Description of the task: Where in the data below does the word "志木市役所" appear? Copy every line that has it.
┌─ Information supplied
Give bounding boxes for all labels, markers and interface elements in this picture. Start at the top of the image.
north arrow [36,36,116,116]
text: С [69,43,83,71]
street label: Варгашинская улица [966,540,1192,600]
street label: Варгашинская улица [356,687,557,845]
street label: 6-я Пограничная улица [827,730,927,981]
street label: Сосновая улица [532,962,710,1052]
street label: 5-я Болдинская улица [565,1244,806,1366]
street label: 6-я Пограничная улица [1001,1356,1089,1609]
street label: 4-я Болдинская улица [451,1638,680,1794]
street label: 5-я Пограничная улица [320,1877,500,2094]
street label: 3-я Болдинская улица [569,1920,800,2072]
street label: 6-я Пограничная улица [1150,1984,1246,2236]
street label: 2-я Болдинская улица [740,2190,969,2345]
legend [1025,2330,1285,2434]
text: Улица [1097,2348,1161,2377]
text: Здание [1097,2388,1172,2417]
└─
┌─ Information supplied
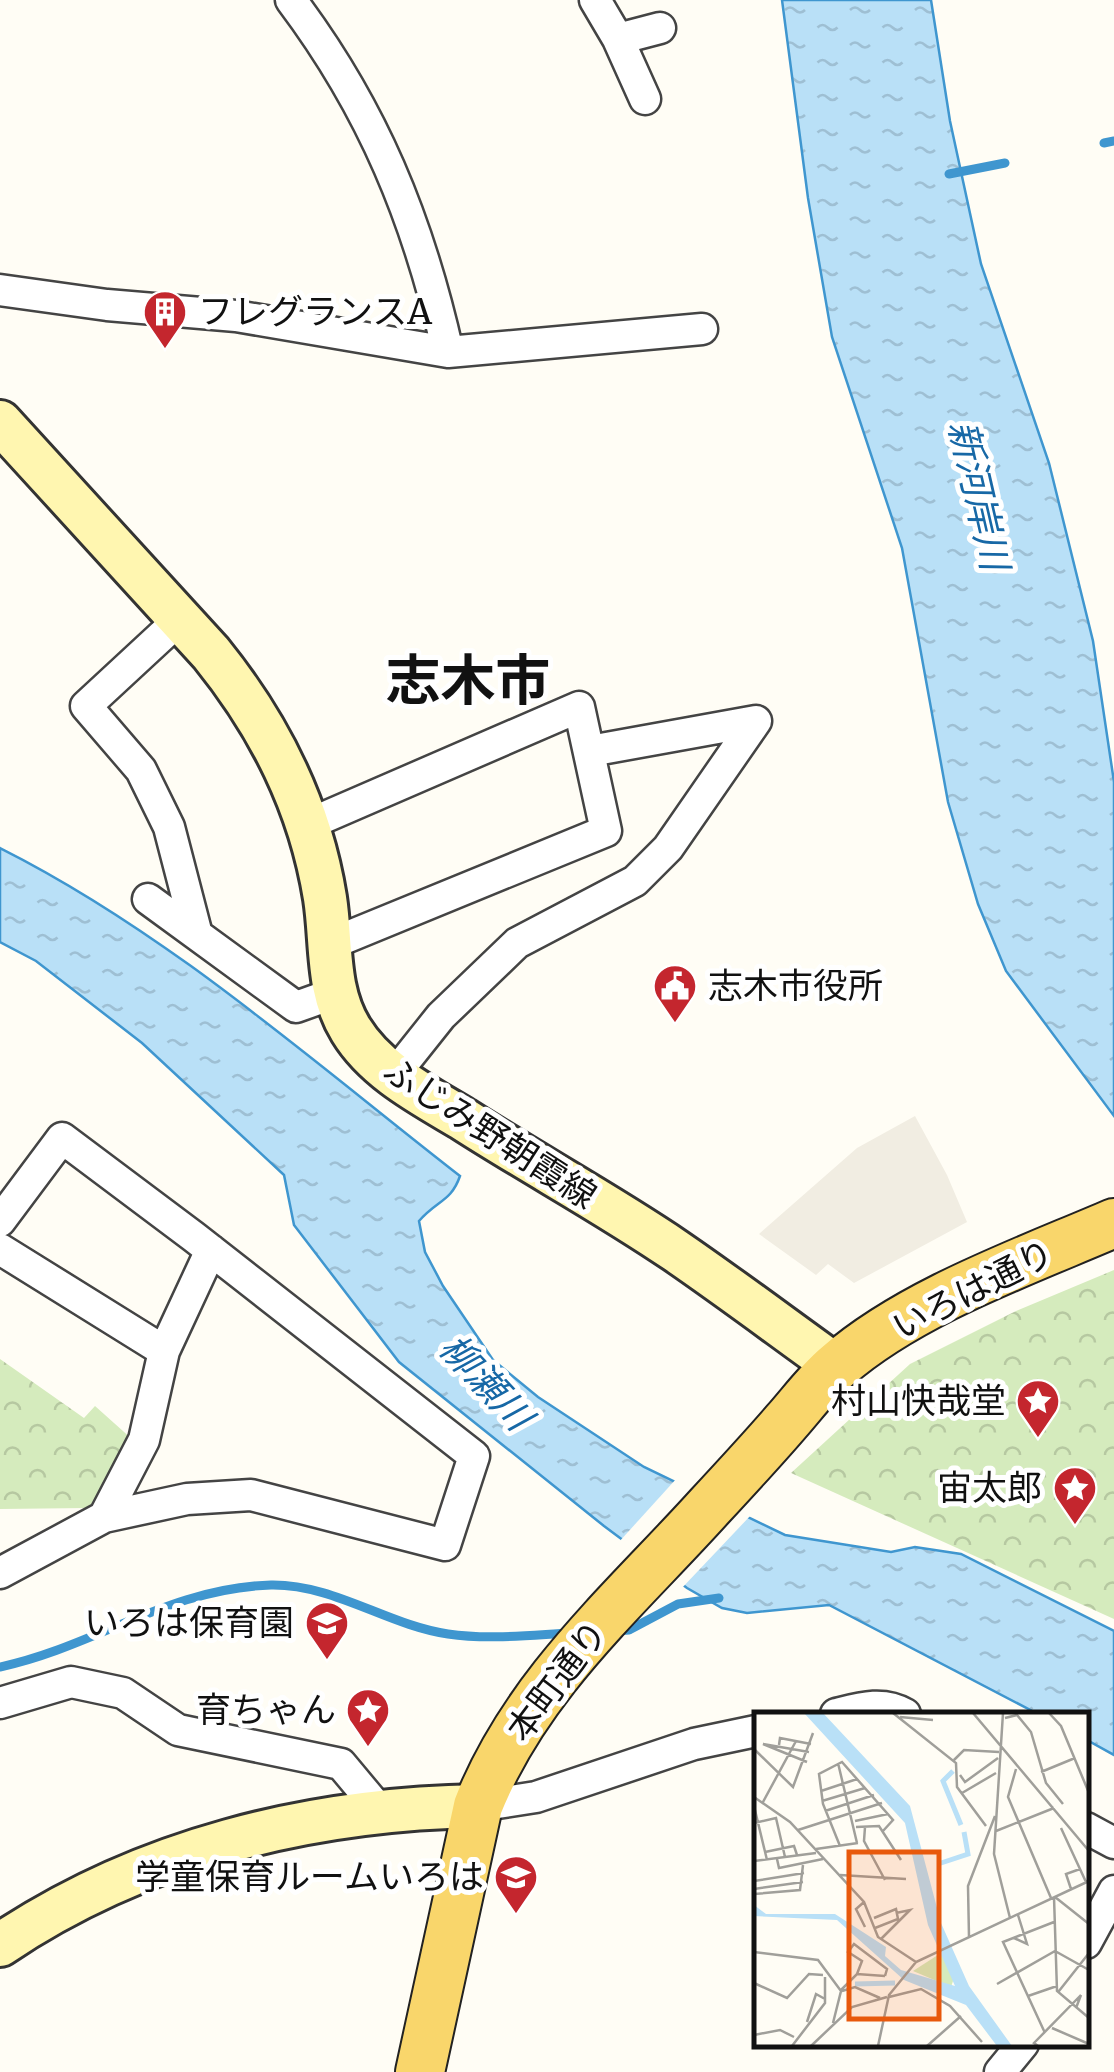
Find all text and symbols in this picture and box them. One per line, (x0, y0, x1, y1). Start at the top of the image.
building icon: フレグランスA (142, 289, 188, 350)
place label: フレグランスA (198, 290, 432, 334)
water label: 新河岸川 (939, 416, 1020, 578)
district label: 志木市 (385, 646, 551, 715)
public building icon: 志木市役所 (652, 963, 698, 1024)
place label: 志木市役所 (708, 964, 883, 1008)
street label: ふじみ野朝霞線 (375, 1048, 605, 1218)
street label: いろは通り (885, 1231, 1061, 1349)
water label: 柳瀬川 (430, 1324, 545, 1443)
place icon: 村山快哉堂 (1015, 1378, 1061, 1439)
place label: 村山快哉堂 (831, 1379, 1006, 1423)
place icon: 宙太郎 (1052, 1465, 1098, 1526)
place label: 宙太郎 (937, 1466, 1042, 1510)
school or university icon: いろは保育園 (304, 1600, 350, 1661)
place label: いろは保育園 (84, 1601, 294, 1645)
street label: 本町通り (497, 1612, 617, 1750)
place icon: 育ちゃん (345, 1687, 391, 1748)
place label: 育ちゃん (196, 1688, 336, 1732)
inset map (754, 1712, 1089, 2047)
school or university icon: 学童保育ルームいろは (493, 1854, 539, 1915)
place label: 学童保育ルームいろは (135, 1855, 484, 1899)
└─
Problem solution:
public building icon: 志木市役所 (652, 963, 698, 1024)
place label: 志木市役所 (708, 964, 883, 1008)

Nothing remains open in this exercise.